Kramer (1430-1505) et son ouvrage le Malleus Maleficarum (1486)

Le cas de Kramer est particulièrement intéressant. Il montre à quel point, en l’absence d’une connaissance exacte des faits, il est facile d’attribuer à l’Église un rôle inverse de celui qu’elle a eu en vérité.

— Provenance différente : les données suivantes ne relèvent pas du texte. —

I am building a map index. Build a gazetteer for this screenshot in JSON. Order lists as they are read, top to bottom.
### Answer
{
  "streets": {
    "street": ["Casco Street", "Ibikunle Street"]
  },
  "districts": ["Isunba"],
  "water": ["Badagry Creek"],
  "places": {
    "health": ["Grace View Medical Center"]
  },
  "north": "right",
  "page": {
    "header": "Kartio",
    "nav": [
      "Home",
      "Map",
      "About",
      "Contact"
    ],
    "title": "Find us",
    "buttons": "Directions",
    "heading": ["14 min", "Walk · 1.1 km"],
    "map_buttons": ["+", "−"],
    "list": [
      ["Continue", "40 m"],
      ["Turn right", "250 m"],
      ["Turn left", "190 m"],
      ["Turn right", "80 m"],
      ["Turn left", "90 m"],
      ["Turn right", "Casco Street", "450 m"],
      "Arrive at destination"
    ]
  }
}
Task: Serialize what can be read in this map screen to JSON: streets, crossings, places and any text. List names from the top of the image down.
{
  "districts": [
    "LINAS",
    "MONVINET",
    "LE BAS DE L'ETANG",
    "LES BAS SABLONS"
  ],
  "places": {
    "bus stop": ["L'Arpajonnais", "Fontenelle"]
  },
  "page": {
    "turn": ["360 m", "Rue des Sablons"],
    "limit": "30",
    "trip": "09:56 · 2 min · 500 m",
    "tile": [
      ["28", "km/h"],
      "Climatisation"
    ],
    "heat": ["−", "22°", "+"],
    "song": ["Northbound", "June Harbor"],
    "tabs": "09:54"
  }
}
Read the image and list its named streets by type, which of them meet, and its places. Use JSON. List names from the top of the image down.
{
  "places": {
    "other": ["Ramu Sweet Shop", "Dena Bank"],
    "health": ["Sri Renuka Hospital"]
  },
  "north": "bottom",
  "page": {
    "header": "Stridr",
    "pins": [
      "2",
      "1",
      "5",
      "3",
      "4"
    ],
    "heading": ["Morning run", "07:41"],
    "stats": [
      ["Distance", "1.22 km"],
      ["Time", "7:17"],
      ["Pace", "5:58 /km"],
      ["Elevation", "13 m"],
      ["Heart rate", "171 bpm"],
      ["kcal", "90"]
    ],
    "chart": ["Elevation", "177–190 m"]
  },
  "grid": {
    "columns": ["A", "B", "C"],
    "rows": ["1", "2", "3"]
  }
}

Kramer était un dominicain allemand qui obtînt de ses supérieurs et du Pape d’être nommé inquisiteur d’une province d’Allemagne. Il utilisa ensuite cette fonction pour mener une chasse personnelle aux sorcières mais se heurta à l’opposition des prêtres et des évêques. Il se retourna alors vers le nouveau pape mal informé de la situation et implora son aide. Innocent VIII (1484-1492) se laissa convaincre de l’existence d’une dangereuse « secte de sorcières » active en Allemagne du Sud et lui accorda une bulle, Summis desiderantes affectibus (1484), qui lui donna le pouvoir d’infliger des peines ecclésiastiques jusqu’à l’excommunication. Malgré cela, Kramer se heurta à l’évêque du lieu Golser et il dut renoncer une nouvelle fois à ses menées répressives. En réaction, Kramer écrivit un livre : le fameux Malleus Maleficarum, le Marteau des sorciers, c’est-à-dire le marteau pour écraser. Il s’agit d’un manuel de 800 pages pour les juges contre les sorciers et les sorcières. Cet ouvrage ne fut pas publié par l’Inquisition comme le laisse entendre Dan Brown dans le Da Vinci Code, mais par Kramer lui-même. Pour donner de l’autorité à son œuvre, celui-ci le fit précéder par la bulle de 1484. Cela pouvait laisser croire que le pape avait donné sa bénédiction, ce qui n’était absolument pas le cas. Très tôt, l’Église le juge d’ailleurs en contradiction avec les conciles et l’interdit en 1490. La tentative de Kramer de porter la sorcellerie au rang de l’hérésie pour la faire relever des compétences de l’Inquisition échoua donc lamentablement. Malgré cette condamnation, le livre remporte un énorme succès grâce à l’imprimerie. Entre 1487 et 1669, il sera réédité 34 fois (2). Cela confirme au passage le mythe tellement répandu de la toute-puissance de l’Église, mythe qui permet d’attribuer à l’Église tous les errements du passé.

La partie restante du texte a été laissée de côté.